Someone recently called me on the fact that I have running-wild negative thoughts. And…, I thought. Who doesn’t? Well, so it seems, not like I do. So I was challenged to write down each of my thoughts into two columns – sinful and uplifting. I took on the challenge…or I should say, I attempted to take on the challenge, making two columns in my journal and placing it on the dining room table, with the plan to stop and record each thought whenever I had one.
Umm, here’s the thing. I apparently have these rampant thoughts, like, all the time. In the shower. On my run. While driving. While vacuuming. While applying mascara. I stood next to my journal at the dining room table and said, outloud to no one, “I won’t get anything else done today!” So I decided not to do that list-making thing.
But I appreciated the idea and still knew I had work to do in the taking-my-negative-thoughts-captive arena, so the Spirit brought something to mind.

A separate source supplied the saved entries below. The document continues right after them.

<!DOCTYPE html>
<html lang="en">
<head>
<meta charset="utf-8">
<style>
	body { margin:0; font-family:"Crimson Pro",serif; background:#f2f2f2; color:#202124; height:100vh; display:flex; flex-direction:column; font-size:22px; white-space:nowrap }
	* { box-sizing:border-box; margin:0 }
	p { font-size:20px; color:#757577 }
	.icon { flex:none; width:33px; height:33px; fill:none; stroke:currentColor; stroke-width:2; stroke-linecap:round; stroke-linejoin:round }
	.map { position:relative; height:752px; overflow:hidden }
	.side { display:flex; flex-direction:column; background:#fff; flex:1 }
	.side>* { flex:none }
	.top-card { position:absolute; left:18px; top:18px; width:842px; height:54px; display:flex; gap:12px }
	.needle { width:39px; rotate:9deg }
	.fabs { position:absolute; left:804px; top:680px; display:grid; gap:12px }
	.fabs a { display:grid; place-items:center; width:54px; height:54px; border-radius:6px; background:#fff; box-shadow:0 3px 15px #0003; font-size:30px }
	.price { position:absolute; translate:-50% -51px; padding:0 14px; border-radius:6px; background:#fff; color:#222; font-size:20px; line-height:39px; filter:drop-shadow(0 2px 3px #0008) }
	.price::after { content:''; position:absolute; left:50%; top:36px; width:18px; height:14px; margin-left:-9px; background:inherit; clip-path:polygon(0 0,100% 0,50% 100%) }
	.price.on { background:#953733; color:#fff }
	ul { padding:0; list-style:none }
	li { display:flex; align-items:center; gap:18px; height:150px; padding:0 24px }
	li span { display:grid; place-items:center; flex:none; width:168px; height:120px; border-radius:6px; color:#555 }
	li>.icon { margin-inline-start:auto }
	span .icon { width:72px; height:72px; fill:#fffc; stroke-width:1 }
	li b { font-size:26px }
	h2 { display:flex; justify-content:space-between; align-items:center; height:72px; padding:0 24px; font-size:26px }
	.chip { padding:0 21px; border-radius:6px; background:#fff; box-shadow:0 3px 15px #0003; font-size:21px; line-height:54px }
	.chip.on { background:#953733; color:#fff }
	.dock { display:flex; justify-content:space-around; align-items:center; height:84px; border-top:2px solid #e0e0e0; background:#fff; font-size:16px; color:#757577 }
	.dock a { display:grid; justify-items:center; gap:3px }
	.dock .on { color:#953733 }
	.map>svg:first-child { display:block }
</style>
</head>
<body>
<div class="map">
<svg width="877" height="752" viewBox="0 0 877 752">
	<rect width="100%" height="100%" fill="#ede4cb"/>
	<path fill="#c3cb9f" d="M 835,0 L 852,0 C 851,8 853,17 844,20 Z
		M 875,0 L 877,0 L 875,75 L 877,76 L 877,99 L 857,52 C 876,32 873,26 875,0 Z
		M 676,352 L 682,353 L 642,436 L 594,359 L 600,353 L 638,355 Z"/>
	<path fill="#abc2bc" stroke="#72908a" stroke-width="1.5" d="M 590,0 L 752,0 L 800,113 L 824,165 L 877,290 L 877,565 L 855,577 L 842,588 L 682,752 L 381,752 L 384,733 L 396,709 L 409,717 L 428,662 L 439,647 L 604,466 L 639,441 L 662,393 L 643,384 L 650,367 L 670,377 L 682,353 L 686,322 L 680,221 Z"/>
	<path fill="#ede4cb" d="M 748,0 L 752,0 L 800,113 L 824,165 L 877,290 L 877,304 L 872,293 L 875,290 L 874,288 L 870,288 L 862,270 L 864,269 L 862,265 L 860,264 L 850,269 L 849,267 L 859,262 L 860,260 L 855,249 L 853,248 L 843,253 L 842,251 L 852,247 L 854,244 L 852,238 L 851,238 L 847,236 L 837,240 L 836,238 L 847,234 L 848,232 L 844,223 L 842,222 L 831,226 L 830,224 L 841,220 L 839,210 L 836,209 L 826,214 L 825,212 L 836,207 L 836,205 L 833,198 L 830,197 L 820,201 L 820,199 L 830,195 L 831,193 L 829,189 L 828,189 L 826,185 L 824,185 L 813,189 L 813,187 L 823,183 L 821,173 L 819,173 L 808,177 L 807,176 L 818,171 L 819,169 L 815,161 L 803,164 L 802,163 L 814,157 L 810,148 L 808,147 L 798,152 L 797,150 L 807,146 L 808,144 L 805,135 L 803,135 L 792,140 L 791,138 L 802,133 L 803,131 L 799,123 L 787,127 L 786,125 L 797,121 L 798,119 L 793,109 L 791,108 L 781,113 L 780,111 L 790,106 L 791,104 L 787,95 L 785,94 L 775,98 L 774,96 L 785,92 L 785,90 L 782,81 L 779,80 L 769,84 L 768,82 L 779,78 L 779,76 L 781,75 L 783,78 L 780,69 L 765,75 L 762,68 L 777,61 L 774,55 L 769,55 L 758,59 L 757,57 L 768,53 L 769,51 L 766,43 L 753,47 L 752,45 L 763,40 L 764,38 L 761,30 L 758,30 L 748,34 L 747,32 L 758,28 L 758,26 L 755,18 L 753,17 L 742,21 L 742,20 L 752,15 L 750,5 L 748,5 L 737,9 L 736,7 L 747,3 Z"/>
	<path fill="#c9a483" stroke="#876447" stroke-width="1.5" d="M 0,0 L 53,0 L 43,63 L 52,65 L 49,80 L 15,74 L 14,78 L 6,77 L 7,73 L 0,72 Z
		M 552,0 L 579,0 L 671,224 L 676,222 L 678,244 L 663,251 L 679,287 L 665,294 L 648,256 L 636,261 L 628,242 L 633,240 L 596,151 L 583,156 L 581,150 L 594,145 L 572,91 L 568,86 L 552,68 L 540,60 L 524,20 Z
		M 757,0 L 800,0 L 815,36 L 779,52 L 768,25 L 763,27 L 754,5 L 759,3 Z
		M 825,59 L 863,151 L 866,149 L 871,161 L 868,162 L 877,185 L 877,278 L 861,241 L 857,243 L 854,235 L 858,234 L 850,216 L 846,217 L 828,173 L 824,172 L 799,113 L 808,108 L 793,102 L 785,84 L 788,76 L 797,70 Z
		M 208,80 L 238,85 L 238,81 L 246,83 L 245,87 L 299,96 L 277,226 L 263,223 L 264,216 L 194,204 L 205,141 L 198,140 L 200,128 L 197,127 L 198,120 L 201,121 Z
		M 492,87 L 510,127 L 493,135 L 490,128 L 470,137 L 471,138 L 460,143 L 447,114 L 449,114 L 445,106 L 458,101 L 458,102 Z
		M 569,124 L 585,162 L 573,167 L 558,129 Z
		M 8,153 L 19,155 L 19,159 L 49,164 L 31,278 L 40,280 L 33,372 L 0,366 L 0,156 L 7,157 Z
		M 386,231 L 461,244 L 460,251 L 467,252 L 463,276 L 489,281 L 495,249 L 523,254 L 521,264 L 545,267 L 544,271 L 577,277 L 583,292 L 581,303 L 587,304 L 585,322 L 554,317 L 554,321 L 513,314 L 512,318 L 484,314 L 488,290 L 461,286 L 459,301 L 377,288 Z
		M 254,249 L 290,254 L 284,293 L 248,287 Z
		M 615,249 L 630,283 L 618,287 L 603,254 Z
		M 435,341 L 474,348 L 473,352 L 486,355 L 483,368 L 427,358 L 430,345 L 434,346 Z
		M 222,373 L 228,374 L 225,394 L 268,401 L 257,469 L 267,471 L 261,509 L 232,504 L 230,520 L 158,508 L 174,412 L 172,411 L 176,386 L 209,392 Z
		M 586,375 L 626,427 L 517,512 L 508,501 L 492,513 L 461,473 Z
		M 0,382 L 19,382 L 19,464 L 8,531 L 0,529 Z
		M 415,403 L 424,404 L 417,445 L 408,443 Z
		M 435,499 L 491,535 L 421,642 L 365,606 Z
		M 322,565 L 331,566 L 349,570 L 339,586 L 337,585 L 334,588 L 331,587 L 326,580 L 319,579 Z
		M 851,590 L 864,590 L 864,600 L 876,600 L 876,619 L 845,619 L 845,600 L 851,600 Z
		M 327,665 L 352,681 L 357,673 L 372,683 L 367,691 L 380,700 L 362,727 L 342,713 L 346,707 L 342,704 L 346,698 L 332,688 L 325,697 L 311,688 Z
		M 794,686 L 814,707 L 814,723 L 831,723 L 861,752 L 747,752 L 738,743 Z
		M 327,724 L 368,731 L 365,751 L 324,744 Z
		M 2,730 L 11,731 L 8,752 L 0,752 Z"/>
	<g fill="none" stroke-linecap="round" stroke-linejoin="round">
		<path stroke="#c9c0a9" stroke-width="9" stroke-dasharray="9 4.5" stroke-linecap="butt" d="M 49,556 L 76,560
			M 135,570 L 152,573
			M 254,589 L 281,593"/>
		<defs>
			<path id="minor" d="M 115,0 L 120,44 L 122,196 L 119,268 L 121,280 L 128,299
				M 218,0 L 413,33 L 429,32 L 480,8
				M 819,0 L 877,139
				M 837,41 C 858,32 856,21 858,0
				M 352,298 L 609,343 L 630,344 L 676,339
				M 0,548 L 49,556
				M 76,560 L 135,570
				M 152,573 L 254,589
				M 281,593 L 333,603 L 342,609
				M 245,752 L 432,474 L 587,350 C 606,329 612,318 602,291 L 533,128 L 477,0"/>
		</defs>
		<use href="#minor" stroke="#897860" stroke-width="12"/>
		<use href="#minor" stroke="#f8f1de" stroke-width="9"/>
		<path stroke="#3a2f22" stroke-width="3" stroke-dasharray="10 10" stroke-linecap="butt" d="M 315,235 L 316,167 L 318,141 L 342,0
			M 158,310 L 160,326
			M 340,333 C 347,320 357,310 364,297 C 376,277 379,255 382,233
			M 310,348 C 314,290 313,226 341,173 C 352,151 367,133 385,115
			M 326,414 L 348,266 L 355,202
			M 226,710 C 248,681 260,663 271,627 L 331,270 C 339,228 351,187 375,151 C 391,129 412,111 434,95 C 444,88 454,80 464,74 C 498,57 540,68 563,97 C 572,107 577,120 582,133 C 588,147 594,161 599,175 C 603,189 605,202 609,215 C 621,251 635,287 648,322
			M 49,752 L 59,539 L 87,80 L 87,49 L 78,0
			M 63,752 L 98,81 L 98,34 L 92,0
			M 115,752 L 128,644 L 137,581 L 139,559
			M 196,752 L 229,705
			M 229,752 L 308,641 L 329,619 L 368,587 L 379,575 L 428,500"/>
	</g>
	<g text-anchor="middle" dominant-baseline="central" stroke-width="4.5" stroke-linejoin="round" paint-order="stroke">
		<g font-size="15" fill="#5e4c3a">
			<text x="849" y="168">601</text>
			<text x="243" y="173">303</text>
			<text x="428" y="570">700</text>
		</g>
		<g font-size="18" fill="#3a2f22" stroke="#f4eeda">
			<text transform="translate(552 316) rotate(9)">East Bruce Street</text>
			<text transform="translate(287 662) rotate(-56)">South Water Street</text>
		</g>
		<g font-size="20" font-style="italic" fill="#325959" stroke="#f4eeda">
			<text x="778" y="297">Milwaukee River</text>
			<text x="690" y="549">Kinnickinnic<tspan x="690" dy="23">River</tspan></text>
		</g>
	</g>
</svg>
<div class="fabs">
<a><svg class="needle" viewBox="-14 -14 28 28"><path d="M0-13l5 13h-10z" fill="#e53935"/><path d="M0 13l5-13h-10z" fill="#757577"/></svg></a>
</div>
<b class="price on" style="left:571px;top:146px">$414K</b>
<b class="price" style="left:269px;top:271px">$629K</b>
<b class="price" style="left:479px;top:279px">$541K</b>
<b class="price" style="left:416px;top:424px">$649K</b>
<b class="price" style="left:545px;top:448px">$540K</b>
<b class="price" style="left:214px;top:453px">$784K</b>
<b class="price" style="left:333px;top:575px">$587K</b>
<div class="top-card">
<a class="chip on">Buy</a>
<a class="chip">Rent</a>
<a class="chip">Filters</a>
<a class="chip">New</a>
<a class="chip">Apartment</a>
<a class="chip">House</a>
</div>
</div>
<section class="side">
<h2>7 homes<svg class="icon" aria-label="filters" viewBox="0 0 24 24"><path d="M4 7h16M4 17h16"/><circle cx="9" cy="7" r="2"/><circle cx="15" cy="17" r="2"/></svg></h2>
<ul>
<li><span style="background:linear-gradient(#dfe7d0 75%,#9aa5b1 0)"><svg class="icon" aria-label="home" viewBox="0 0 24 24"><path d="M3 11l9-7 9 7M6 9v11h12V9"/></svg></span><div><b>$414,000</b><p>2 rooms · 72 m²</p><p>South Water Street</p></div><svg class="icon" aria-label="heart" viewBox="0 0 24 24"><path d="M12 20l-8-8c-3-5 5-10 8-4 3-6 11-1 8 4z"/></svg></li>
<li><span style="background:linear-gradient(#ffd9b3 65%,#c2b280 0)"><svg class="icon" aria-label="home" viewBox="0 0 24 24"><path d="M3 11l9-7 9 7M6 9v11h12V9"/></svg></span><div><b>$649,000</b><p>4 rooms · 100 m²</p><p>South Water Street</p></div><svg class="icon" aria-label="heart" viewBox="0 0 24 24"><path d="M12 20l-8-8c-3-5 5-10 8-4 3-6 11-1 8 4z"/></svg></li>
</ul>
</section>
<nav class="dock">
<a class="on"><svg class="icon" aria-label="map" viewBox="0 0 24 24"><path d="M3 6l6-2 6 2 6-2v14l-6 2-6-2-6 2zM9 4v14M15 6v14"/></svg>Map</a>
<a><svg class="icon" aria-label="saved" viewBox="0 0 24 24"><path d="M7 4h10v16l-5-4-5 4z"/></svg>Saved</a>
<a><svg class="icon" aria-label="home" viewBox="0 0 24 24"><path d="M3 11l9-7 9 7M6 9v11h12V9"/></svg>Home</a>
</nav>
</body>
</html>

I’ve heard it hundreds of times before that if I were the only person alive, Jesus loved me so much that He still would’ve gone to the cross to die just for me.But the flipside of that amazing grace-filled coin hit me like a ton of bricks…if I were the only person alive, Jesus would have had to go to the cross to die just for me, because my sin would have been enough to send Him there.
So I determined that with each negative thought that crossed my mind about someone or something, I would say to myself…to Jesus…in my head or outloud if I were alone, “I sent You to the cross.” And I’d repeat that phrase until the negative train of thought was derailed. I have gone on to add, in the past two weeks of trying this and saying this probably a thousand times, “I sent You to the cross…and I am sorry…and I am grateful.”
So just now, I was lying in bed, unable to fall asleep, and my mind started wandering down that negative thought trail again, and I said to myself this time, “I sent You to the cross…my anger sent You to the cross…my negativity sent You to the cross…my lying sent You to the cross…my critical spirit sent You to the cross…my judgmental attitude sent You to the cross…my hateful thoughts sent You to the cross…”And on and on I was able to continue, until I wasn’t thinking that negative thing anymore.And until I was humbled once again.
As a woman, I tend to compare the worst of me to the best in other women.But I think I just might be as guilty, if not more guilty, of comparing my best to other people’s worst in a pathetic attempt to puff myself up, and I’m tired of it.There are only two people that I should be comparing myself to…the me I was yesterday and the Savior that I am aspiring to become more like.And I shouldn’t be judging anyone, even myself.
I did send Jesus to the cross…but with equal truth I must re-remind myself that He loved me enough to willingly go there for me, sin and all.
Well said. This is something that I struggle with as well in both thinking about others and myself. Its pretty ugly. Thanks for your thoughts and as your last post stated “reframing” Jesus’ walk to the cross for us.